Every once in a while, Islam awakens from its Palaeolithic slumber and produces an age of reason and enlightenment - like under Haroun al-Rashid.
BUT, eventually, the shaggy horrid beasts inside it, spawned by that son of Satan, Mohammad, erupt out in another “funadmentalist” movement which drives it even further back into the Stone Age than before.
And THAT is what is happening now. Islam is reverting to its basic nature and they are and always will be our enemy unless they succeed in infecting us with their contagion - which is precisely why they have sent people here to the west.
“trying to fix countries that hate us”
A Middle East without America? I want an America without Middle Easterners. Period.
That means Muslims. You Lebanese Christians, calm down.
Islam is coked up with oil wealth. Take that away and they’d be harmless to the rest of the world.

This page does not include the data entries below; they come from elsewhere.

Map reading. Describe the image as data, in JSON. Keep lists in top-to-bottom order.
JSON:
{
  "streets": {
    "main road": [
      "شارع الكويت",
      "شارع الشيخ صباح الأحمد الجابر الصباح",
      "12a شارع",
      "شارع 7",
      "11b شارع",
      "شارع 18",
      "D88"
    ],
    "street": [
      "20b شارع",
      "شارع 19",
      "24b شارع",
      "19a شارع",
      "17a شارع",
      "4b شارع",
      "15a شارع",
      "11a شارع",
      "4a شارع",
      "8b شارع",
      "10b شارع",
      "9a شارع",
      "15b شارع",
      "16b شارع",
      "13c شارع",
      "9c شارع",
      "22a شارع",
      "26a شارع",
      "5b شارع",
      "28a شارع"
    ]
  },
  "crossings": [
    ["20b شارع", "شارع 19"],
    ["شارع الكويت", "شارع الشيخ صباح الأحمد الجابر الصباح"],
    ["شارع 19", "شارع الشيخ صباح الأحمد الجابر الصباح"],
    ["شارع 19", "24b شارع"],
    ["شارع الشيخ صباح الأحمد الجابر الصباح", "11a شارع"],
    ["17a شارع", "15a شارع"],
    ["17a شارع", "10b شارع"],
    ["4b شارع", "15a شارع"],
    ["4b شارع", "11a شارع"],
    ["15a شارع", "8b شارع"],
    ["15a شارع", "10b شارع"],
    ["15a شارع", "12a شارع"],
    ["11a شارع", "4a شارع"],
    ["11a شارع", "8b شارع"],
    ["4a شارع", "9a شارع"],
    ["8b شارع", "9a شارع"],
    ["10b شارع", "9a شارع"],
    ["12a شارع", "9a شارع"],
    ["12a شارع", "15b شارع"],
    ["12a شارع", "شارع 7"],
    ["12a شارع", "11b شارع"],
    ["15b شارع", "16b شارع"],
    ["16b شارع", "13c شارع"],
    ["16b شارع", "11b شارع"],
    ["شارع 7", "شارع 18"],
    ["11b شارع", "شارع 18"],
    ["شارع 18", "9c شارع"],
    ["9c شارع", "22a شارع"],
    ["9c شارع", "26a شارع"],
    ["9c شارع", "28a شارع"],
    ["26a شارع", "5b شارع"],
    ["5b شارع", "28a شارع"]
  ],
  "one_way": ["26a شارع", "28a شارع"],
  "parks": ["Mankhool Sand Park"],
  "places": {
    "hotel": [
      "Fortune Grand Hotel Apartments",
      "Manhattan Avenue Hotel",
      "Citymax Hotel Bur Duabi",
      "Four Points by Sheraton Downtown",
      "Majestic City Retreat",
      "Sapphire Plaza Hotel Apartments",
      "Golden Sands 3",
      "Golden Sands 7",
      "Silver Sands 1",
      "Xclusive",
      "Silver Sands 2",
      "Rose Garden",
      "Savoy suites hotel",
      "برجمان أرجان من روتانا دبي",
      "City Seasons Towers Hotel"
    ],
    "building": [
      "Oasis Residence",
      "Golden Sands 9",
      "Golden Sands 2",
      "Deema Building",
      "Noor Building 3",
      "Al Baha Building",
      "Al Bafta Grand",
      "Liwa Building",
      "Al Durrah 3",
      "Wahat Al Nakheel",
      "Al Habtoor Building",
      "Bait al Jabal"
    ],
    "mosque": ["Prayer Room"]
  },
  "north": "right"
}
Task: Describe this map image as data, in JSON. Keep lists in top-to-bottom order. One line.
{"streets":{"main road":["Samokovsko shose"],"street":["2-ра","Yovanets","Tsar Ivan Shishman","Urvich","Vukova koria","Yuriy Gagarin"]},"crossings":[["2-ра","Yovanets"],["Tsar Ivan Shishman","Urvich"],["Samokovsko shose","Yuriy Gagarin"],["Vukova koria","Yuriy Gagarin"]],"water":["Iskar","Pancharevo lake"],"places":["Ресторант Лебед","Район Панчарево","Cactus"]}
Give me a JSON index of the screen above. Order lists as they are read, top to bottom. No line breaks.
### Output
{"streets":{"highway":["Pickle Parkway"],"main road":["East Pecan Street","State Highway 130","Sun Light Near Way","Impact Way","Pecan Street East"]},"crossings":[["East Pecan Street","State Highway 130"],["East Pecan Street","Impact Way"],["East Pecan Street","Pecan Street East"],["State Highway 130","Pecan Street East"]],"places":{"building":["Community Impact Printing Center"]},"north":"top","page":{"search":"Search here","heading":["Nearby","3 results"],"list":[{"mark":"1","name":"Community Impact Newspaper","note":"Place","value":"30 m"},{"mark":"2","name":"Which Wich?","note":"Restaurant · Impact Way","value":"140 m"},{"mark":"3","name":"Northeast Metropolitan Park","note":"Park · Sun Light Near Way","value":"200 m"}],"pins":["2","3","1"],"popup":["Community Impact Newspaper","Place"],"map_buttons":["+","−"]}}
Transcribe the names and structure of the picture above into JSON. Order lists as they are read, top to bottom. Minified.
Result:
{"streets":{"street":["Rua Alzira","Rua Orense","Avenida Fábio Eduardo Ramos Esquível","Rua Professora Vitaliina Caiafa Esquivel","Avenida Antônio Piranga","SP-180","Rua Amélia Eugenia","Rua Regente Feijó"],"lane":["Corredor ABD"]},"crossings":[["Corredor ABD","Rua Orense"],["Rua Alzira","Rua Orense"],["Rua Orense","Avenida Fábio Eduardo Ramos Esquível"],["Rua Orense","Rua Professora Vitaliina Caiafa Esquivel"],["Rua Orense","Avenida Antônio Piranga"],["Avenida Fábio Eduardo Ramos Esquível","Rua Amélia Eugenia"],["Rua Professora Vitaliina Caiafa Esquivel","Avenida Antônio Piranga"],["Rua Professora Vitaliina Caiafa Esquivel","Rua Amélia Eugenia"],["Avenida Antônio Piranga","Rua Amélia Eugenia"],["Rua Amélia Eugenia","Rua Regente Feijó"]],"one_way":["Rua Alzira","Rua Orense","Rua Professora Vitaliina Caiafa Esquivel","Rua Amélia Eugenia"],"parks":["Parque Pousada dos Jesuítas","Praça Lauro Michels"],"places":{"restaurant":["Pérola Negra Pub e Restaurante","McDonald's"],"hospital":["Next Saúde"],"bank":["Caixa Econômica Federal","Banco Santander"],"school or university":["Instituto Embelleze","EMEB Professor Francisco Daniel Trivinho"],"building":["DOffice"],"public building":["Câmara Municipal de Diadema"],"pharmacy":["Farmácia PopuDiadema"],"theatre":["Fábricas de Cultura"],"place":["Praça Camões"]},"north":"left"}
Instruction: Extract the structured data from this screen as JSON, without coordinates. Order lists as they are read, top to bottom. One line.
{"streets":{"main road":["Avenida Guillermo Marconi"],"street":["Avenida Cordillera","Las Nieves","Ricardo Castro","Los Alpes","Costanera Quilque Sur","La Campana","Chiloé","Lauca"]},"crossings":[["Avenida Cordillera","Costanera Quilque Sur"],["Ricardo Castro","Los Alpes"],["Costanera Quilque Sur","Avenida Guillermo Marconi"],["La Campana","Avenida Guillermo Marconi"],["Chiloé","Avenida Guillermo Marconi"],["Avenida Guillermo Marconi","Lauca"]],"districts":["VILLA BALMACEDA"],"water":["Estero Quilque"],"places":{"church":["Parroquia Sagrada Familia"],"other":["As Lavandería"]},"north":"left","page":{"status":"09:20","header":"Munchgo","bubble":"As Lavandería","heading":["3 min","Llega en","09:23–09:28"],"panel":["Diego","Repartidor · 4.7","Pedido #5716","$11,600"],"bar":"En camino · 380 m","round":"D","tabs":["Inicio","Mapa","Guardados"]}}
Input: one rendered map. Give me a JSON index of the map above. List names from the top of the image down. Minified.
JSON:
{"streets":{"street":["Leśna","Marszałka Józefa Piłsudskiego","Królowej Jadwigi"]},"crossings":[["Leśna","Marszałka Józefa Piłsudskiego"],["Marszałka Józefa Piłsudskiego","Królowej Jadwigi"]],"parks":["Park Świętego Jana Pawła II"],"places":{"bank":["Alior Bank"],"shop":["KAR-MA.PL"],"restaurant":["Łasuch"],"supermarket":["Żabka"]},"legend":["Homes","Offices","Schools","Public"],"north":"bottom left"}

No worries here. Our head Moo-la in D.C. is on track to muzzie us as well as Israel. He would love to see a Moo-la in charge here in the USA and one in Jerusalem. No worries. Muzzie governments coming around the world soon.
Well, you still have the addle brained political correct ignoramuses here in academia, the media and politics who think there is cultural equivalency between these savages and western civilization to deal with.
But you are right about the oil wealth. If we were self-sufficient they would have less leaverage, certainly less money with wihich to bribe American politicians and politician wannabes.